_Assignment:_ Where a line in the records below includes "this", pull that line out.

(Records excerpted from a collection)
>>

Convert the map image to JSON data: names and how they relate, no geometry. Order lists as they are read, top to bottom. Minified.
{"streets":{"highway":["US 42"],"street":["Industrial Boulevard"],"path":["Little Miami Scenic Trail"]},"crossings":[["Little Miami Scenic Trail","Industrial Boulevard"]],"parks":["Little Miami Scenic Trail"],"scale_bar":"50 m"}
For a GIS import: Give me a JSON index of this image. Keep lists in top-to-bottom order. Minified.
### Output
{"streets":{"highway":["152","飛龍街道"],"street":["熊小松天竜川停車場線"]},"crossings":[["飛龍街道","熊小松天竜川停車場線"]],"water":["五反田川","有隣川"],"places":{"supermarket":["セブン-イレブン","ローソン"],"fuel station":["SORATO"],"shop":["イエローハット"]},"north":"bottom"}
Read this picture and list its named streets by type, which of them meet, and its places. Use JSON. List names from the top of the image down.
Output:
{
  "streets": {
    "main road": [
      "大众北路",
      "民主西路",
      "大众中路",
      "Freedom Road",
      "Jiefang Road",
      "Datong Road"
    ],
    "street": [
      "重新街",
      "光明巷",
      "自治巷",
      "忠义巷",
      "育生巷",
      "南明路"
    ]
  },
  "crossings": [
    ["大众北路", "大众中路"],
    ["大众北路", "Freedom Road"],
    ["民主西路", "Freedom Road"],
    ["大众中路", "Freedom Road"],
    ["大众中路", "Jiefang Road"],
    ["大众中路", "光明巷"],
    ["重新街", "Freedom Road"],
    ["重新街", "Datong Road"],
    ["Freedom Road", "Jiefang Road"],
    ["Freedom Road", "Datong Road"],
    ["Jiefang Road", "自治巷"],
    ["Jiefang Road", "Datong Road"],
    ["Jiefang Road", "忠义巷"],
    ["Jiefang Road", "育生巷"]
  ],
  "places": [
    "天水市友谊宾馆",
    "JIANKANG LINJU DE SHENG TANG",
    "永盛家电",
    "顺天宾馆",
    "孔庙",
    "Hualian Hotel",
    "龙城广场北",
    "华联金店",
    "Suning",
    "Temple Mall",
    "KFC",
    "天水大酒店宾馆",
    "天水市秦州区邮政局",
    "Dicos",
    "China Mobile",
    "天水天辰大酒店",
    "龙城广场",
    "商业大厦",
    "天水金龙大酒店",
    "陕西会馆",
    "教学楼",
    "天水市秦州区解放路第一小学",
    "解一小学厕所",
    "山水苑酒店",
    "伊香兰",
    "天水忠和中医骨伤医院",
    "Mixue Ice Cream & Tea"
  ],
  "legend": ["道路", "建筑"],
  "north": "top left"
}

<<

_Result:_
For a GIS import: Give me a JSON index of this image. Keep lists in top-to-bottom order. Minified.
Read this picture and list its named streets by type, which of them meet, and its places. Use JSON. List names from the top of the image down.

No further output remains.